[Recorded data]
____________________
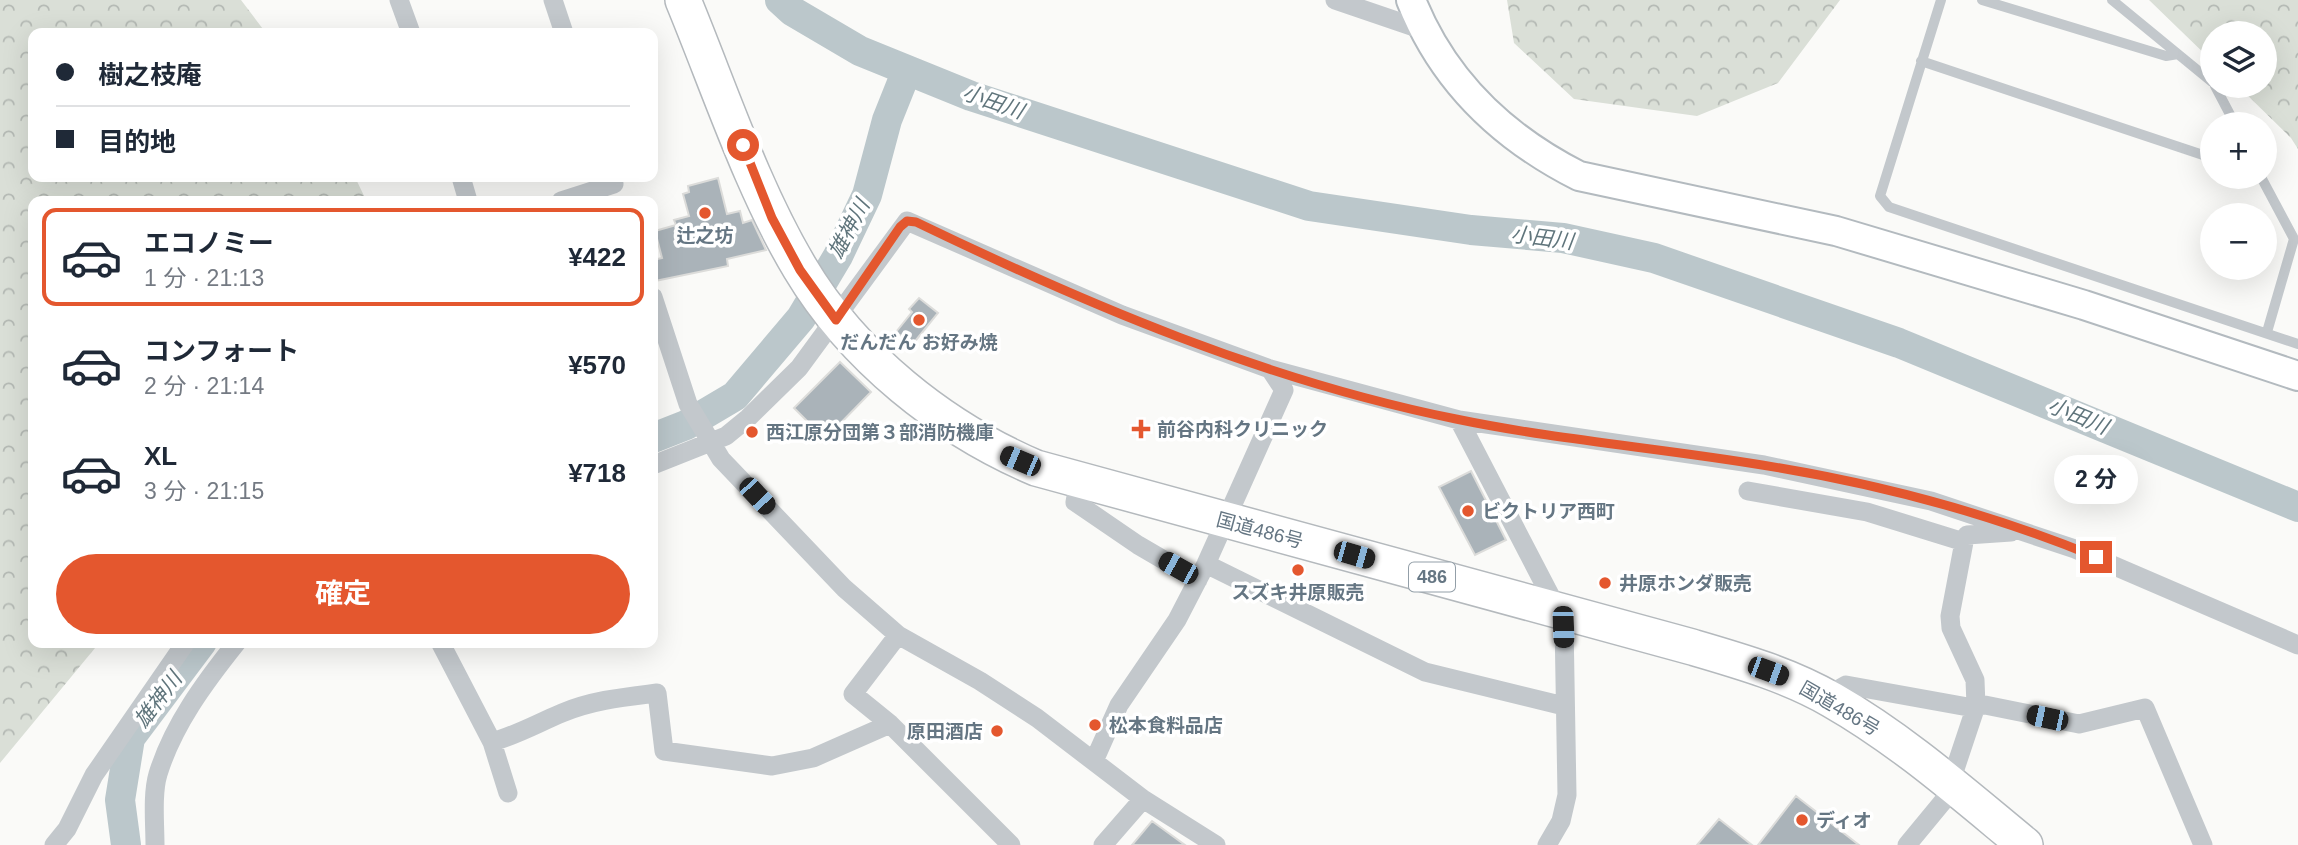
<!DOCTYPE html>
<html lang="ja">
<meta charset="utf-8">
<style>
:root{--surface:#fff;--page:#f6f6f7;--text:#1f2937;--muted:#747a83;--line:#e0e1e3;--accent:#e4572e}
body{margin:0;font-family:Helvetica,"Noto Sans JP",sans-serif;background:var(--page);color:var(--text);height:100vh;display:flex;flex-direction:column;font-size:26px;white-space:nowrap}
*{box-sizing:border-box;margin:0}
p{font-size:23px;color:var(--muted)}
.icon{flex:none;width:38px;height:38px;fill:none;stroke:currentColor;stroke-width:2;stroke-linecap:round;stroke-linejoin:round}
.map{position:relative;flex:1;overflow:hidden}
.details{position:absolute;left:28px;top:196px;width:630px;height:452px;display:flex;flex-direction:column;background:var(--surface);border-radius:14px;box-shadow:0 7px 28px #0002}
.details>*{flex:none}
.top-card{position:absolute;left:28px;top:28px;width:630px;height:154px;border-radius:14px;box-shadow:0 7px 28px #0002;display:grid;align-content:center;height:154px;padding:0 28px;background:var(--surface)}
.fabs{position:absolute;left:2200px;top:21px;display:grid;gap:14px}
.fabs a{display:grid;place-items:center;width:77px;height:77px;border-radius:50%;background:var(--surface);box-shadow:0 7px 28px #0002;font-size:35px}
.end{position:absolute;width:32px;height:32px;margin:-16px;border:9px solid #e4572e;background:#fff;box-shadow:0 0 0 4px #fff}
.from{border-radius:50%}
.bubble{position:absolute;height:49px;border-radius:24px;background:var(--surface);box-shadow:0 7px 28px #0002;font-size:23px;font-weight:700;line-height:49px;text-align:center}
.car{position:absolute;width:21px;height:42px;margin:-21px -10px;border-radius:9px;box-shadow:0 0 5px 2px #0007;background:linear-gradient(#222 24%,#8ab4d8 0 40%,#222 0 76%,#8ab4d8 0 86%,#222 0)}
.top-card b{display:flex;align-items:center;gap:24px;height:66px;font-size:26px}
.top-card b+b{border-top:2px solid var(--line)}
.top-card i{width:18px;height:18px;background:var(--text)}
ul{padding:12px 0 0;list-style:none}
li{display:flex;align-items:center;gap:21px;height:98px;margin:0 14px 10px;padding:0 14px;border:4px solid transparent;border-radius:14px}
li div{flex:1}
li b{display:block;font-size:26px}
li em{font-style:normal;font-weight:700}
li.on{border-color:var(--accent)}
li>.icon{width:63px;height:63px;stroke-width:1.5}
.action{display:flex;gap:14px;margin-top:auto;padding:14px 28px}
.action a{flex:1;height:80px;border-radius:42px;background:var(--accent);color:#fff;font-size:28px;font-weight:700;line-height:80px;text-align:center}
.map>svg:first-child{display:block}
.forest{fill:url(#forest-crowns)}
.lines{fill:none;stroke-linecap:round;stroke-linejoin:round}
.river{stroke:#bbc7cb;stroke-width:30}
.building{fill:#aab3b9;stroke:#dcdcda;stroke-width:2}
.secondary-casing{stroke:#b3babf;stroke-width:32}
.highway-casing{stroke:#b4b9bd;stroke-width:38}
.lane{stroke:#c3c8cc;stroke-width:10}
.street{stroke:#c3c8cc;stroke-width:19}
.secondary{stroke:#fff;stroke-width:28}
.highway{stroke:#fff;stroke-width:35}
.route{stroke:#e4572e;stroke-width:9}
.poi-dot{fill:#e4572e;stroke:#fff;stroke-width:2.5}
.labels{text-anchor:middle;stroke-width:7;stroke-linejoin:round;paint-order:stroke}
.shield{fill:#fff;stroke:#939fa8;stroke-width:2}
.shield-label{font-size:18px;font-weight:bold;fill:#657683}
.poi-label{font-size:19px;font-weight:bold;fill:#657683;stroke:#fff;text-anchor:start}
.street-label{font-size:19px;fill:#657683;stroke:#fff}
.water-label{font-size:21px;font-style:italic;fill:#60757c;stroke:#fff}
</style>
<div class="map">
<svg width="2298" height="845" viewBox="0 0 2298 845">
<defs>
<pattern id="forest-crowns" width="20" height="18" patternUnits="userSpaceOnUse" patternTransform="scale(1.75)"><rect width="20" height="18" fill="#dadfd7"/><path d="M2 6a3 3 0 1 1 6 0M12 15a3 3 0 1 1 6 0" fill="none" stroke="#b4b9b4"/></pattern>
</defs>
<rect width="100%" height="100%" fill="#fafaf8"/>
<path class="forest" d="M0,0H241L266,33H33V177H355L365,198L364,201H33V642H100L0,763Z
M1507,0H1840L1778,83L1697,116L1574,99L1514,43Z
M2149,0H2298V149L2291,138L2238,86H2264V33H2212V61Z"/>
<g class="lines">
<path class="river" d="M780,0L792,11L860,51L971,96L1309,206L1471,230L1563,238L1654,258L1899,343L2298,507
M653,438L686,425L735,396L801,318L838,256L867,195L887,120L907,70
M126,845L120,800L130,738L202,642"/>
</g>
<path class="building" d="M718,178L727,214L740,211L743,223L752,220L766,250L727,259L728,266L655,281L653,260L662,258L655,231L676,225L674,220L689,216L683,194L689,192L688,186Z
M919,298L938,313L912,345L896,332L912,312L909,309Z
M840,362L871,392L825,439L794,408Z
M1471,471L1506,540L1475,555L1439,487Z
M1796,796L1859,845H1758Z
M1719,819L1752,845H1697Z
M1152,821L1185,845H1132Z"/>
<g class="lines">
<defs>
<path id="secondary" d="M1411,0C1443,81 1502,137 1579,176L1836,231L2084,305L2298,376"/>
<path id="highway" d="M683,0C719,87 752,188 800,268C853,357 942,428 1036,468L1692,647C1740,661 1789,675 1832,700C1902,740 1963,794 2025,845"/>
</defs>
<use href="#secondary" class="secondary-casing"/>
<use href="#highway" class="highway-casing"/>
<path class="lane" d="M1941,0L1880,196L1889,207L2298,344
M1982,0L2166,56L2178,54
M2112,0L2212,82
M1921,61L2212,158
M2215,86L2235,124
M2261,177L2294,239L2267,332"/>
<path class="street" d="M399,0L411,33
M553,0L564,33
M1335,0L1423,30
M461,177L468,201
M561,201L614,184
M653,297L688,404L721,459L844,588L898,635L980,681L1037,718L1143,799L1216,845
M1459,420L1564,622L1567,795L1561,821L1547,845
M653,465L726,436L748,418L799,368L907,221L1122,315L1270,369L1459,420L1764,465L1931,501L2075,549L2298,645
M1079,481L1075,502L1138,545L1198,580
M1748,491L1867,512L1964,542L1950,616L1951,628L1975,680L1976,706L1945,799L1907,845
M1967,535L2011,532
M1206,564L1425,672L1564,706
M898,635L853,694L890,724L1011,845
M440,642L492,742C517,735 538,723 562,713C593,700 625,697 657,693L664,751L772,766L813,758L890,724
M1831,700L1839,689L1846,685L1968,707L1985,705L2079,724L2145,708L2203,845
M492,742L508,793
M1094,761L1119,705L1177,620L1206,564L1284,390L1270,369
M54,845L67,829L94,775L186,642
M155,845C155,824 152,794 158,774C173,725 205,682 237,642
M1103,845L1143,799"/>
<use href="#secondary" class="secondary"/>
<use href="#highway" class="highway"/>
</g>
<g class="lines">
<path class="route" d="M743,145L772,218L800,270L836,320L900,227L907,221L916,222C1088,305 1267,381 1456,419C1557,440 1660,448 1762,465C1876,483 1989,513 2096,557"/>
</g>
<g class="poi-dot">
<circle cx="705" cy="213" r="7"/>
<circle cx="919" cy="320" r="7"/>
<path d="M1137.5 418.5h7v7h7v7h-7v7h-7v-7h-7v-7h7z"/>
<circle cx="752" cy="432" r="7"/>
<circle cx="1468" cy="511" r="7"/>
<circle cx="1298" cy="570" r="7"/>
<circle cx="1605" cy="583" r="7"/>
<circle cx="1095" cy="725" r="7"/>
<circle cx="997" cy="731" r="7"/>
<circle cx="1802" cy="820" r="7"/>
</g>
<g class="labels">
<rect class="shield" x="1409" y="562.5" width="46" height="29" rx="5"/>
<g class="shield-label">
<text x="1432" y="583">486</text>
</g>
<g class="poi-label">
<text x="705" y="242" text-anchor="middle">辻之坊</text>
<text x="919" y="349" text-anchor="middle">だんだん お好み焼</text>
<text x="1157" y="436">前谷内科クリニック</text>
<text x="766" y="439">西江原分団第３部消防機庫</text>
<text x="1482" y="518">ビクトリア西町</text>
<text x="1619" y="590">井原ホンダ販売</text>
<text x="1298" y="599" text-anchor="middle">スズキ井原販売</text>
<text x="1109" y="732">松本食料品店</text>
<text x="983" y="738" text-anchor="end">原田酒店</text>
<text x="1816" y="827">ディオ</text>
</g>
<g class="street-label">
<text transform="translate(1260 530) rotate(15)" y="7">国道486号</text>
<text transform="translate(1840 708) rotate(30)" y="7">国道486号</text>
</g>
<g class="water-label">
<text transform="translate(993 102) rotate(19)" y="7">小田川</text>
<text transform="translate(849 229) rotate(-62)" y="7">雄神川</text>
<text transform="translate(1542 238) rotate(7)" y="7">小田川</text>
<text transform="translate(2078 416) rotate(22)" y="7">小田川</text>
<text transform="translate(158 700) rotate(-53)" y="7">雄神川</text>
</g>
</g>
</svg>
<div class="fabs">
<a><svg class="icon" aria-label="layers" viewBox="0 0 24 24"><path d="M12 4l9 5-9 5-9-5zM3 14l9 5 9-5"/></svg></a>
<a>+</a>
<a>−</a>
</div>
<i class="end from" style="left:743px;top:145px"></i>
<i class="end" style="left:2096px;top:557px"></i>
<div class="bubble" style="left:2054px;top:455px;width:84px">2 分</div>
<i class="car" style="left:1020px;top:461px;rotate:293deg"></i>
<i class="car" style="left:757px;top:496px;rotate:137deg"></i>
<i class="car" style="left:1354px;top:555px;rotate:106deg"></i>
<i class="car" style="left:1178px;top:568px;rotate:299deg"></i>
<i class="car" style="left:1563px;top:627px;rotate:178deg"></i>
<i class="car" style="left:1768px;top:671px;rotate:110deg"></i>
<i class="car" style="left:2047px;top:718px;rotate:282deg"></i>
<div class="top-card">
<b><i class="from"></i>樹之枝庵</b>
<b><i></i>目的地</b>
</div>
<section class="details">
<ul>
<li class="on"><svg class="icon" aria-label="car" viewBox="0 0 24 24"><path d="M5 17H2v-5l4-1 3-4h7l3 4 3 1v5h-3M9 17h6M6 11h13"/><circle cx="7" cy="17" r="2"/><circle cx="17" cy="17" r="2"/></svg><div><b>エコノミー</b><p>1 分 · 21:13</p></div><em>¥422</em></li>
<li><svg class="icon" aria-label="car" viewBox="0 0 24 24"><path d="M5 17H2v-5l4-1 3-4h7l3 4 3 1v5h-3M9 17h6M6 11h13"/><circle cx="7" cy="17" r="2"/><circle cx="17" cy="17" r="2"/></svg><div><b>コンフォート</b><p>2 分 · 21:14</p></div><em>¥570</em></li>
<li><svg class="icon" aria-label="car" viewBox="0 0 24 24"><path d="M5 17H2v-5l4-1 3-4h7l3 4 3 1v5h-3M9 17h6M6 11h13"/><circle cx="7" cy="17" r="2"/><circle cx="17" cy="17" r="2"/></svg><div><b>XL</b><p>3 分 · 21:15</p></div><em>¥718</em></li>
</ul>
<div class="action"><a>確定</a></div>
</section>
</div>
____________________
Once you have read the records above, say how many of their lines contain the word "fabs", giving only that figure.

* Response box: 3